Do you ever wish you could slow your drift or hold the bow into the sea without standing at the helm and using engines? You can. Three pros describe how sea anchors add comfort to your drift, and enjoy increased action from sailfish, swordfish and tuna.
“It’s like an extra set of hands,” says Jeffrey Liederman, a tackle specialist at Capt. Harry’s Fishing Supply in Miami. Rather than standing at the helm, he says, “I can be in the cockpit changing baits, watching lines, keeping everything fishing well.” Sea anchors are particularly helpful on small boats. “With twin inboards, it’s fairly easy to keep the bow into the sea. With outboards all the way at the stern, the boat doesn’t respond as quickly. You end up sideways to the waves,” he says. “The sea anchor settles things down and makes the situation a lot more manageable.” Often the slower, steady drift helps kites fly better too.
Liederman won’t use a sea anchor when wind and current necessitate mobility to hold a particular depth, or when tailing or free-jumping sailfish require quick moves.
Liederman’s Short-Rode Rig
Liederman wants the shortest rode possible that still allows the sea anchor to sink below the waves enough to open completely. “When we have to chase a fish, it’s pretty simple to pull up,” he says. A short rode also lessens the chance of surface-fighting sailfish tangling in the sea anchor.
For his 35 Contender center-console, Liederman uses a 15-foot PARA-TECH sea anchor on just 30 feet of ¾-inch nylon rode attached to a stainless-steel swivel at the sea anchor’s bridle. PARA-TECH sews a retrieval “trip line” to the center of the parachute. Liederman attaches an 8-inch float to the end of this trip line, and runs 50 feet of ½-inch floating polypropylene line from that float back to the boat.

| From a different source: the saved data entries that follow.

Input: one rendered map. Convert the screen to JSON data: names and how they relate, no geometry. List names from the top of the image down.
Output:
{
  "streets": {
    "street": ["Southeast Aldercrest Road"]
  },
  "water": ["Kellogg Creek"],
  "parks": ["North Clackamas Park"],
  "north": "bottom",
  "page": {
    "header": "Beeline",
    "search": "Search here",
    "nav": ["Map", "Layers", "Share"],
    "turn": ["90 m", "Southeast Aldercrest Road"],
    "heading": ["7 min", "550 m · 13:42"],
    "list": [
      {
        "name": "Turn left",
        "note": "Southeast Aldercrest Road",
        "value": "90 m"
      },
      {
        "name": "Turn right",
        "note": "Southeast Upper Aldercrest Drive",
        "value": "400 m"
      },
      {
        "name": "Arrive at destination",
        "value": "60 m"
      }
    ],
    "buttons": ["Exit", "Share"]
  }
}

Setting the sea anchor is simple. Secure both rode and retrieval-line bitter ends to the boat, pay out the entire retrieval line, and then pay out the sea anchor and its rode slowly. The sea anchor opens once the rode comes tight.
Retrieval is also simple. Pulling the polypro trip line collapses the sea anchor and brings it to the boat backward, parachute-end first. “Watch that the shackle doesn’t scratch the boat,” Liederman warns. He paints his with rubberized Plasti Dip coating. He packs the sea anchor into a 36-quart cooler, ready for another quick set.
Sails and Swords
For sailfish, a sea anchor holds the bow into the wind, so kites and fishing lines stay off the stern. Swordfishing is a bit tricker, since lines are drifting off the windward side of the boat.
“If you’re drifting too fast, you’re dragging the baits up toward the surface,” Liederman says. He sets three lines to windward using a balloon on each to set depth, and varying the distance of those balloons from the boat. With the sea anchor, he simply moves those three rods to rod holders on the bow. Once they’re out, he sets the sea anchor. “As long as there is tension on those lines, they won’t tangle,” he says. Liederman drops a fourth line without a balloon straight down from the rod at the stern.
Capt. Ray Rosher, owner of Miss Britt Charters also uses a sea anchor when swordfishing. “I can’t hold an exact drift speed while power-drifting in very heavy wind,” Rosher says. “I want constant, even pressure on the rods. The steady drift of a sea anchor helps anglers recognize and react to the bite.” It’s easy to fish in the bow of Rosher’s 42-foot walkaround charter boat. On sport-fishers with high foredecks, it requires agile crew and rod holders installed in the foredeck atop the anchor locker.
“Sometimes we’ll set the sea anchor to slow the drift while we’re chunking,” says Bryce Poyer, owner of Whitewater Outfitters in Hampton Bays, New York. “If we’re making only a couple of drifts instead of four or five, we spend more time fishing.” Chum can make a mess of the sea anchor. As it comes aboard, Poyer puts the sea anchor in a cooler along with some Orpine bilge cleaner.
Poyer also uses the sea anchor for comfort. “Rocking around in the dark is unpleasant,” he says. “Instead of standing at the helm, jogging into the sea, I’ll set the sea anchor and sit comfortably drinking my coffee.” This also allows him to put at least one line down for swordfish and one on top for mako.
Poyer’s Long Rig
Poyer uses a much different rig than Liederman or Rosher. “A swordfish or mako or a real hot tuna fight deep,” he says. “You want that sea anchor way away from the boat so the fish swims under it.”
Poyer rigs his sea anchor on 300 feet of 5⁄8-inch nylon anchor rode. Like Liederman, he puts an 8-inch buoy on the prerigged trip line, and then attaches 50 feet of polypropylene, but at the end of the polypro, Poyer attaches a another buoy. “We drive up to it, taking up slack,” he says. “When we get close, the mate grabs that trip line with a gaff.”
Whatever the fishing situation, when you need to slow the drift or stay bow into the waves, try a sea anchor.